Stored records
'''

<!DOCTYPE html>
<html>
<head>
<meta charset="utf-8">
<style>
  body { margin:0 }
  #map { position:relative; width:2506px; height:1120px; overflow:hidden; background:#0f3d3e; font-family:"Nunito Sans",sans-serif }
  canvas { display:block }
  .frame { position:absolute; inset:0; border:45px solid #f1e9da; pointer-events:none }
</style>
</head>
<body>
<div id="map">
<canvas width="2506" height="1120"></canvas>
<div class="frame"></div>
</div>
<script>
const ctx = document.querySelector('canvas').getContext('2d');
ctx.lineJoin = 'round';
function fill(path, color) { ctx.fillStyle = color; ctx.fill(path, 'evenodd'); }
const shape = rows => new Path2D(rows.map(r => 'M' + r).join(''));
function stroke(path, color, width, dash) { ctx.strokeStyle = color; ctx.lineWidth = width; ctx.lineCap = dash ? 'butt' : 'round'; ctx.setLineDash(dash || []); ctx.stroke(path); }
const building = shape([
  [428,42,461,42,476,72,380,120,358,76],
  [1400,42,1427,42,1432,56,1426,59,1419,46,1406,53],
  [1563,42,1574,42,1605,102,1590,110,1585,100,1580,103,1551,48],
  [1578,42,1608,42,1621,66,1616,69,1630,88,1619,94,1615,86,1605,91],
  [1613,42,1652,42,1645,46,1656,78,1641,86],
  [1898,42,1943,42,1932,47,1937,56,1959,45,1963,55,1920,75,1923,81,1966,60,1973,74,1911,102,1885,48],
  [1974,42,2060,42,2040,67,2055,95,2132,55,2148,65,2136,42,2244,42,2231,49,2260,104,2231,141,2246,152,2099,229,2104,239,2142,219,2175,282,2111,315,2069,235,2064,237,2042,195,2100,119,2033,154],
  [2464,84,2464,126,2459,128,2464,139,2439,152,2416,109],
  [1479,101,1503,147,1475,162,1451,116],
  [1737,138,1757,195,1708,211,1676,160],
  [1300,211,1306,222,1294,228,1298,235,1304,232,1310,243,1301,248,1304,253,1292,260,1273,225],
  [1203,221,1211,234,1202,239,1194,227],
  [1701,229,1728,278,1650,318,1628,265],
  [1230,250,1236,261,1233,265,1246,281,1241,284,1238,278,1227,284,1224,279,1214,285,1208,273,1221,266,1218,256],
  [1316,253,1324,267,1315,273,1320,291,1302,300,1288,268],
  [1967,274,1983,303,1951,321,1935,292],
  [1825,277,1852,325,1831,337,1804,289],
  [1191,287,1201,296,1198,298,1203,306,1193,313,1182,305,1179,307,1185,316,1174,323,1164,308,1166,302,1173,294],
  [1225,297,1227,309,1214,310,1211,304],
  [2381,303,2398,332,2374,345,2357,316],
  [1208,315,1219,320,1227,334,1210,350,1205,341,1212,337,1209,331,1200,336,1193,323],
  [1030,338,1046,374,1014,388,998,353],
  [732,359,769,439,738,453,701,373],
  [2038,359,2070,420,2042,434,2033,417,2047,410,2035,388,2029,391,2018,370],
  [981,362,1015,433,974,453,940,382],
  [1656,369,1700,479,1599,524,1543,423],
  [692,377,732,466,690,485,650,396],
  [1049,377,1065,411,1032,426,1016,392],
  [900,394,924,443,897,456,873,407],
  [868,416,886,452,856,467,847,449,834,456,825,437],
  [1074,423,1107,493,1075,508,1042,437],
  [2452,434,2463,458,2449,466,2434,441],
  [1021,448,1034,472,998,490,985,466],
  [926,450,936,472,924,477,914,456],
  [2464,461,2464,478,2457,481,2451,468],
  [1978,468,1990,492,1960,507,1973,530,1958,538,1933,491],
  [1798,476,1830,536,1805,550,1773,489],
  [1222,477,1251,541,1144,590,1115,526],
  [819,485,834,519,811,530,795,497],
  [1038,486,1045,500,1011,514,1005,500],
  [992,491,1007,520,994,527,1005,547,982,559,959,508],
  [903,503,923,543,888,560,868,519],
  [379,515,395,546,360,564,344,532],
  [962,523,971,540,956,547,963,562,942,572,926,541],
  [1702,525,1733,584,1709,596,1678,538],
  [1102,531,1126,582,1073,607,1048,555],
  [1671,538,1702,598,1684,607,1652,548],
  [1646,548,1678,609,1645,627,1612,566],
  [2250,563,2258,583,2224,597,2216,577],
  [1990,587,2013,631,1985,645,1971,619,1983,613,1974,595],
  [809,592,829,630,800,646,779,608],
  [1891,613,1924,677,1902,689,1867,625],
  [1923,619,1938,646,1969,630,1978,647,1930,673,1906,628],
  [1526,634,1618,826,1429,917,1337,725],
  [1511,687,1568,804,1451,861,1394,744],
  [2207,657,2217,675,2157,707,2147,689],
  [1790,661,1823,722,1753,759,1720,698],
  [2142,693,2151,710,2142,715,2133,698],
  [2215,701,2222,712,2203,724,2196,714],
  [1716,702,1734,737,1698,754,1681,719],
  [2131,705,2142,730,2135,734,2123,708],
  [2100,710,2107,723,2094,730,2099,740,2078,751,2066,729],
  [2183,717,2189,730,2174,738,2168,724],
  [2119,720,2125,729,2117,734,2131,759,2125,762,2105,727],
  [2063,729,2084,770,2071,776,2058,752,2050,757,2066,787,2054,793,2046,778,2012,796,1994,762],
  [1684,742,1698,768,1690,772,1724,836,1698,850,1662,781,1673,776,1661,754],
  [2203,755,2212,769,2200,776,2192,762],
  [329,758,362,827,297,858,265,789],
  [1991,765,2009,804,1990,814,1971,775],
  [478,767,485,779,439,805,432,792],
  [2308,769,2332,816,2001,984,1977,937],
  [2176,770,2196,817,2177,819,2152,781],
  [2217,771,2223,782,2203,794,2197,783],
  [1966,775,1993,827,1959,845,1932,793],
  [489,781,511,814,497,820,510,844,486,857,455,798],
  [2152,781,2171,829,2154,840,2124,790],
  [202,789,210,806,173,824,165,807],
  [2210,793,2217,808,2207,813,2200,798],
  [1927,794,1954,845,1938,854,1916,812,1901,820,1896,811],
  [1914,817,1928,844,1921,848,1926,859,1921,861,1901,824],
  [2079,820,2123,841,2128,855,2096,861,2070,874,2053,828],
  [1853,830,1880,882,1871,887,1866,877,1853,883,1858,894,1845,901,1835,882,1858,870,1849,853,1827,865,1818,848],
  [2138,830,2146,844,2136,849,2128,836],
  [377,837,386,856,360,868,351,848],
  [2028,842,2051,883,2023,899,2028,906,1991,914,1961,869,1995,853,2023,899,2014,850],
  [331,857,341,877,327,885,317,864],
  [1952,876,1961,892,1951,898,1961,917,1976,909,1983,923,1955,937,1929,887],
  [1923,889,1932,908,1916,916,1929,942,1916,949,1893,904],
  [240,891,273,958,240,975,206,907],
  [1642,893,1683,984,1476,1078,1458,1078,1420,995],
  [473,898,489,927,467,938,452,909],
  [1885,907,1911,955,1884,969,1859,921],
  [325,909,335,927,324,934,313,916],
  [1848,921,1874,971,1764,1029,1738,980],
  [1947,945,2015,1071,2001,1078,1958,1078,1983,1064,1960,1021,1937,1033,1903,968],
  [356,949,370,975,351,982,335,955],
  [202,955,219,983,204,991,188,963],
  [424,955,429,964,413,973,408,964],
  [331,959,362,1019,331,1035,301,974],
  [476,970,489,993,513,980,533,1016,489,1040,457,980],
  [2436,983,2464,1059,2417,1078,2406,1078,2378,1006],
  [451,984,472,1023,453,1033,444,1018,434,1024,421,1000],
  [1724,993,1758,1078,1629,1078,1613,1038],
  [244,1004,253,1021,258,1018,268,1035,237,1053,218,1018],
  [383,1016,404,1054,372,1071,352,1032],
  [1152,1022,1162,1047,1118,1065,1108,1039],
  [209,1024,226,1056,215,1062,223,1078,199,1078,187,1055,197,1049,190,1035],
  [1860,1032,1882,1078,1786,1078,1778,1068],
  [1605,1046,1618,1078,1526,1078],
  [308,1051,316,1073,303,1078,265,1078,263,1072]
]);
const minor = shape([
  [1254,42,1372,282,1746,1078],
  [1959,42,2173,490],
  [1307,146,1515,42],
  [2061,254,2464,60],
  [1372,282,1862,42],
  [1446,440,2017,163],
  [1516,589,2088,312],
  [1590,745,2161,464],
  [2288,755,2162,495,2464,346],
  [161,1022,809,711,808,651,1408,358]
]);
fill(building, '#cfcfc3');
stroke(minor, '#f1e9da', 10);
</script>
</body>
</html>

'''

## [Work to be completed]
Search the entries above for the word "canvas" and copy each line where it appears.

## [Expected answer]
  canvas { display:block }
<canvas width="2506" height="1120"></canvas>
const ctx = document.querySelector('canvas').getContext('2d');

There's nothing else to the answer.